Directions for this task —
State the number of lines in these records that include the word "Bambang", and add nothing to it.

■ ■ ■ ■ ■ ■ ■

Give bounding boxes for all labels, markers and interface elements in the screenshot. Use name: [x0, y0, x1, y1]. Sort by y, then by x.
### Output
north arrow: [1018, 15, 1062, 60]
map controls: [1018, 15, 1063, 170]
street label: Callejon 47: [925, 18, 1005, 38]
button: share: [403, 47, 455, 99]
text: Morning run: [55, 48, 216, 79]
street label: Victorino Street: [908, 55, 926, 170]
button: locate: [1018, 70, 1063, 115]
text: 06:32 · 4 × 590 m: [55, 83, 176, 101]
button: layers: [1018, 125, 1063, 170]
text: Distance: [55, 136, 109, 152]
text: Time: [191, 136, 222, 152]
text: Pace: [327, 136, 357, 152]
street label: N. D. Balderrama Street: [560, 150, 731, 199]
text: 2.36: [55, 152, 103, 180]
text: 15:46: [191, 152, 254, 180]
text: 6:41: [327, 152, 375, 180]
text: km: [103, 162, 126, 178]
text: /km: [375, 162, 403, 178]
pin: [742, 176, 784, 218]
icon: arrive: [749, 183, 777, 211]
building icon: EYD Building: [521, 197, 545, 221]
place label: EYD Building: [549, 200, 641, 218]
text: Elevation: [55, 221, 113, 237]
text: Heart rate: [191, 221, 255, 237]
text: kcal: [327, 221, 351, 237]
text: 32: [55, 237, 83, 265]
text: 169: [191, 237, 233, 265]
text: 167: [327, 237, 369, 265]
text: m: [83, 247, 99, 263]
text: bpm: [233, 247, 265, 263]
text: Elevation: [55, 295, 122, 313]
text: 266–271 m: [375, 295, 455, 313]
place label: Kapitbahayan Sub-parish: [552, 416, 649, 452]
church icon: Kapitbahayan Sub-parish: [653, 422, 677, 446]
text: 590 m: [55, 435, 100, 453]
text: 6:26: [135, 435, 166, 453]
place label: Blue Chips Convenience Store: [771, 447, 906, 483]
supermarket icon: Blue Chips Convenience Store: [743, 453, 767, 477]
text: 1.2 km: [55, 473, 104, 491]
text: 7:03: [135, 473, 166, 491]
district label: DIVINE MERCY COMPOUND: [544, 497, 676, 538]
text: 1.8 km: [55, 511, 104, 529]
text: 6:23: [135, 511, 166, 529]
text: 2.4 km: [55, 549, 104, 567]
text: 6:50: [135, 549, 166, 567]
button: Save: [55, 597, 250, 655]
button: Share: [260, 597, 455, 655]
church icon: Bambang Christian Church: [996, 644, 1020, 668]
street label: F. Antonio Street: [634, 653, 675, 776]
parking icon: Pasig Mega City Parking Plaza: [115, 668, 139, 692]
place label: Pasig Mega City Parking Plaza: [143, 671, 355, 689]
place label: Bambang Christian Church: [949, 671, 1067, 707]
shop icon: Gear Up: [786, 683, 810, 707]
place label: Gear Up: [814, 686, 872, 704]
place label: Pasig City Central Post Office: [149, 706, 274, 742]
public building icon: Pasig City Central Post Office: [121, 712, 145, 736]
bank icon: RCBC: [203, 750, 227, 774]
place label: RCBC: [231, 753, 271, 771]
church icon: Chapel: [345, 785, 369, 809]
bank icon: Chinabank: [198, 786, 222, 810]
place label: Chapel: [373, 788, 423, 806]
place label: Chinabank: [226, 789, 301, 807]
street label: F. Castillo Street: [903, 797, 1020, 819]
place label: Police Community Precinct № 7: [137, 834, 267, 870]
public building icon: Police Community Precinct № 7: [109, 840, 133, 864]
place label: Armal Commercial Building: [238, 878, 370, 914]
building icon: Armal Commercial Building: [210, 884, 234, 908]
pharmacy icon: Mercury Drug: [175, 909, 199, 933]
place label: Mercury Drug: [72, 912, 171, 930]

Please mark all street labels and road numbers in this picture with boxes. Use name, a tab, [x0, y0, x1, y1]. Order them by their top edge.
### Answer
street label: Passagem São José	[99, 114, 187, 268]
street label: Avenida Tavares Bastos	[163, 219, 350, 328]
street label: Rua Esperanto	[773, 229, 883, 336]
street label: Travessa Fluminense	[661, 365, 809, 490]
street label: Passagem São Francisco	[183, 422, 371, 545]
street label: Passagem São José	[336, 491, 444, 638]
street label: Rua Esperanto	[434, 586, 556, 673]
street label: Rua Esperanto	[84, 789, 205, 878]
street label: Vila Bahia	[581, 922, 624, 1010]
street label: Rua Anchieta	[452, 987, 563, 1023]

■ ■ ■ ■ ■ ■ ■

Task result —
2